Does your frustration spike when a webpage takes more than 5-10 seconds to load? If you have to wait in line behind a customer who's taking more than 20 seconds to place an order? When a red light has you stopped for a minute or more, even if you're not running late?
People aren't being forcibly put into enough situations that make them exercise patience anymore. The age of convenience has made everything that isn't instant feel extremely inconvenient. Even people who grew up in the days of computers taking 5 minutes to boot up and webpages loading in small chunks every ten seconds have lost much of the patience that was built by repeatedly going through experiences that made them wait. There's a reason it's called exercising patience. If you don't use it, you lose it.
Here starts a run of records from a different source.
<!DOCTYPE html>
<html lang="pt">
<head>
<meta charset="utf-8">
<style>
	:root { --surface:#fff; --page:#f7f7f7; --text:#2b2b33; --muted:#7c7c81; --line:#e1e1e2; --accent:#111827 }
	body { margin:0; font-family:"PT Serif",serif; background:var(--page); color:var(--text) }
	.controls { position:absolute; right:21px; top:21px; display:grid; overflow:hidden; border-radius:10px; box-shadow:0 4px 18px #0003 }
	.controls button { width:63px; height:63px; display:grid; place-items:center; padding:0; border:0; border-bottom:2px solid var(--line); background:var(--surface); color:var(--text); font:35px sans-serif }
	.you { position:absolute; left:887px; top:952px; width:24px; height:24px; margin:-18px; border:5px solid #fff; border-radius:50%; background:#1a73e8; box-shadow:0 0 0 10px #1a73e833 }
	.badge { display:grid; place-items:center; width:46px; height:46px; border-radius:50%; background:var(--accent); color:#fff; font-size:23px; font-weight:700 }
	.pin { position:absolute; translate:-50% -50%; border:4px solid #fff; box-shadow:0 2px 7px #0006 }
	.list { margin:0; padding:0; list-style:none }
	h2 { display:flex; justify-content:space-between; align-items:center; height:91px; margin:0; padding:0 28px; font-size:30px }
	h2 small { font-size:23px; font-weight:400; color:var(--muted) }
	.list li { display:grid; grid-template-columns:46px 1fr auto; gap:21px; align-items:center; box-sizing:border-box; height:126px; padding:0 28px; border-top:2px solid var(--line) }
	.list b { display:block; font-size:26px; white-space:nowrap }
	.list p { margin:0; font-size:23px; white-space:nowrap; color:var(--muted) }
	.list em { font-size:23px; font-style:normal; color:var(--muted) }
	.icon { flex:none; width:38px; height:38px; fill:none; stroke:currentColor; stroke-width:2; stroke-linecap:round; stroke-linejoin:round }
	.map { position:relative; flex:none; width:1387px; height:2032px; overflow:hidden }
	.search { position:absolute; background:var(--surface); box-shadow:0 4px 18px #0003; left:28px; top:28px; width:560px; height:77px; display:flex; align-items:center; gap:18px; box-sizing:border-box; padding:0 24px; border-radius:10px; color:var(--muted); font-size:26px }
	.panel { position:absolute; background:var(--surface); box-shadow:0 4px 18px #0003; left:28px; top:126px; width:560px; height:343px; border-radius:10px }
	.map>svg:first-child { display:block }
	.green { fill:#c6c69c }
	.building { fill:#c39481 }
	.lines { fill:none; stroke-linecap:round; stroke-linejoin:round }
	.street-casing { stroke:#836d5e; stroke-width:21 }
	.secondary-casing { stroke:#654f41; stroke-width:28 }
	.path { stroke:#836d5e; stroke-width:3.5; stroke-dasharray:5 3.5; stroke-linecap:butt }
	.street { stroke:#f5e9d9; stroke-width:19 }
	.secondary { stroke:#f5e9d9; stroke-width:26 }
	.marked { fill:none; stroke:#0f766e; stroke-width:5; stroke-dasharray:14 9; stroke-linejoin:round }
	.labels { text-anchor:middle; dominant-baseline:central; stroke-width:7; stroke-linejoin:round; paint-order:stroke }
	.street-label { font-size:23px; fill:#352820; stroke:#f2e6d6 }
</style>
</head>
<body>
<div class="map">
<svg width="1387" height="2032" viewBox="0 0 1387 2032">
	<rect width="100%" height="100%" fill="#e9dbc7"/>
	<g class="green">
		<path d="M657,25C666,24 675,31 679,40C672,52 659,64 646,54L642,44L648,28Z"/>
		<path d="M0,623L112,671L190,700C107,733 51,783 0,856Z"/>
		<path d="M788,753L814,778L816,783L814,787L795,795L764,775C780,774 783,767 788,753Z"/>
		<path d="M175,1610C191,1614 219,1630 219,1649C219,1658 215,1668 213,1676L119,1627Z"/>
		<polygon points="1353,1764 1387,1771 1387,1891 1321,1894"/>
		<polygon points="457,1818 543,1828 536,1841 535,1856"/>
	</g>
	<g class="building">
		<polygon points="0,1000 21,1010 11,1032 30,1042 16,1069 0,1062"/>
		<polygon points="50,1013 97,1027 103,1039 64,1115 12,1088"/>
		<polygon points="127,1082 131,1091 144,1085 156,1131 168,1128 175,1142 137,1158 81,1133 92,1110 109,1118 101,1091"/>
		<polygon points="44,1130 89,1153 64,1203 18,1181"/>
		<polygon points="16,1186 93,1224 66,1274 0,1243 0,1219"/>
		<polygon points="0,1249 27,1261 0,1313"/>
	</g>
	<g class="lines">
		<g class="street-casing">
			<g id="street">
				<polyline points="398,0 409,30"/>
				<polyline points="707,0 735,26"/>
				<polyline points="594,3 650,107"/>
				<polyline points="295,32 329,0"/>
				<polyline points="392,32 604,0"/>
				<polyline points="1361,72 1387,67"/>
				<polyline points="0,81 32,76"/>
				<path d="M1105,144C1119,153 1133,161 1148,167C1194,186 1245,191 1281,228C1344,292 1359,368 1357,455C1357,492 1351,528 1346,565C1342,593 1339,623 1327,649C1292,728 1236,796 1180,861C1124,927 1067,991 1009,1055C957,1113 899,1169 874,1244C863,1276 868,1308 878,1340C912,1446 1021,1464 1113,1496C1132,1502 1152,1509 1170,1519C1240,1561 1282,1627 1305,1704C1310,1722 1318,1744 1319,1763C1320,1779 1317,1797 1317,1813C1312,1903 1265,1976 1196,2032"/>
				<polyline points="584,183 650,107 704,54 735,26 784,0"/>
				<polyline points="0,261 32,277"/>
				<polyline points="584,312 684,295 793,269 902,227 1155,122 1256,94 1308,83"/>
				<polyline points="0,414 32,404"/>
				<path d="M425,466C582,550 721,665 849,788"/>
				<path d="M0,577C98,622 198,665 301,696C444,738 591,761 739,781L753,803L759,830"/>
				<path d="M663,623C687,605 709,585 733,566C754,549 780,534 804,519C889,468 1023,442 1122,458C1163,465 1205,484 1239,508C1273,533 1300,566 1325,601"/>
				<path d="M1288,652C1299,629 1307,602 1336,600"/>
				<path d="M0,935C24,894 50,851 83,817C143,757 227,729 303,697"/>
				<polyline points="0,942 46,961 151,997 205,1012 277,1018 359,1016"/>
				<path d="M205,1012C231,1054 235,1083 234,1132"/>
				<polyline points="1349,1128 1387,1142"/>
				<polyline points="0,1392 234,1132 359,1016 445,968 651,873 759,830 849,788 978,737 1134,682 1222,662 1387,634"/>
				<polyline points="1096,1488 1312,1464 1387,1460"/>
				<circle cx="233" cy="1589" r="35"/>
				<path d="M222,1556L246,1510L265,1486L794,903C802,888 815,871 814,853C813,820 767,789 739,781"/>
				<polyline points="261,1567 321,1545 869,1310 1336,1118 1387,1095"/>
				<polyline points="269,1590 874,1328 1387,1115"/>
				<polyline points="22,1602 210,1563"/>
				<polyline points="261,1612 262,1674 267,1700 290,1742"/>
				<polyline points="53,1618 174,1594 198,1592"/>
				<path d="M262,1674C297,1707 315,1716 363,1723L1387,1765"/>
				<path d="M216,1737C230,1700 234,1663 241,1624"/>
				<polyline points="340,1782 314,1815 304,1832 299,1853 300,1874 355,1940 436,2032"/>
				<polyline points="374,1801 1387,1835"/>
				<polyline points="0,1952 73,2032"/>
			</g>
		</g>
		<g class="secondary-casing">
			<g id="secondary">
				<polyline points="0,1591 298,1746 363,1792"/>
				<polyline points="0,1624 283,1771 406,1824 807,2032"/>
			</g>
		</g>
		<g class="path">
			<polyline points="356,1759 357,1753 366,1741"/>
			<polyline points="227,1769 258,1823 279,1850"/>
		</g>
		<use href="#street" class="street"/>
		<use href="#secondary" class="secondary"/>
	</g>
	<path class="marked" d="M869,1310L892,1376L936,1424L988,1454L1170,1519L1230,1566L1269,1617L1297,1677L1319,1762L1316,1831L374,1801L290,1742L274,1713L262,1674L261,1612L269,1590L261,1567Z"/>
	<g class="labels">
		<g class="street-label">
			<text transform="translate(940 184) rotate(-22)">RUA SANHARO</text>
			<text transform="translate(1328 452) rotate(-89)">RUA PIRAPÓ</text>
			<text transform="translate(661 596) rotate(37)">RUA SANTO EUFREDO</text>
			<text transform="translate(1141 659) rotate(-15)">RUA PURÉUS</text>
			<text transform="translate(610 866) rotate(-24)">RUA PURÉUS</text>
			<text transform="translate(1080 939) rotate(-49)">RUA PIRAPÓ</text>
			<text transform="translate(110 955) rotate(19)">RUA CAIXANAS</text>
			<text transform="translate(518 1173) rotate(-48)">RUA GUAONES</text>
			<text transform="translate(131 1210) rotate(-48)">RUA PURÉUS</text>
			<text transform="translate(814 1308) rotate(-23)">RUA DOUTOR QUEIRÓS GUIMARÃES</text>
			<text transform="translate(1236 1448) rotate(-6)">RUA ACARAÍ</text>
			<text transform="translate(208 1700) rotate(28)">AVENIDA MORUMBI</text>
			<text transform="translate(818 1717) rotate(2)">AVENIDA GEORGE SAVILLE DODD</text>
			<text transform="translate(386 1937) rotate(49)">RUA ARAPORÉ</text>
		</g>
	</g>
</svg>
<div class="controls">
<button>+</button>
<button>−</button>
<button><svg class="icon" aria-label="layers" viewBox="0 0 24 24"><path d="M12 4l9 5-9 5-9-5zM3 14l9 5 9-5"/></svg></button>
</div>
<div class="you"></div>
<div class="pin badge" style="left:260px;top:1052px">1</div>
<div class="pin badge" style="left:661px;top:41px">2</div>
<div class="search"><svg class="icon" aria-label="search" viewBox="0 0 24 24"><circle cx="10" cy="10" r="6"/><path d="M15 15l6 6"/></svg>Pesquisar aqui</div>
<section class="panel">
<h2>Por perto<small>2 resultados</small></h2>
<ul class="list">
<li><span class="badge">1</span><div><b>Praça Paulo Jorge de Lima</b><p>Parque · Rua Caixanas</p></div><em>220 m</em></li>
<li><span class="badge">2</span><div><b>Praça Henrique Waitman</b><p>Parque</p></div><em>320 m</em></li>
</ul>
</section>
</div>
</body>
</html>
Watch a long video without speeding it up or reading comments as you watch it. Sit outside for ten minutes without an electronic device. Play a lengthy board game with people, no phones or tablets or anything allowed. Pick a place you know tends to be busy on a day where you've got some free time and wait in line for however long it takes. Do a Sudoku puzzle start to finish.
Make yourself wait. Make yourself slow down. Make yourself do an activity that isn't fast-paced, that isn't instant gratification. Otherwise, all you'll be doing is hitting red lights a little faster and feeling even more frustrated about it, because red lights, whether literal or figurative, are inevitable.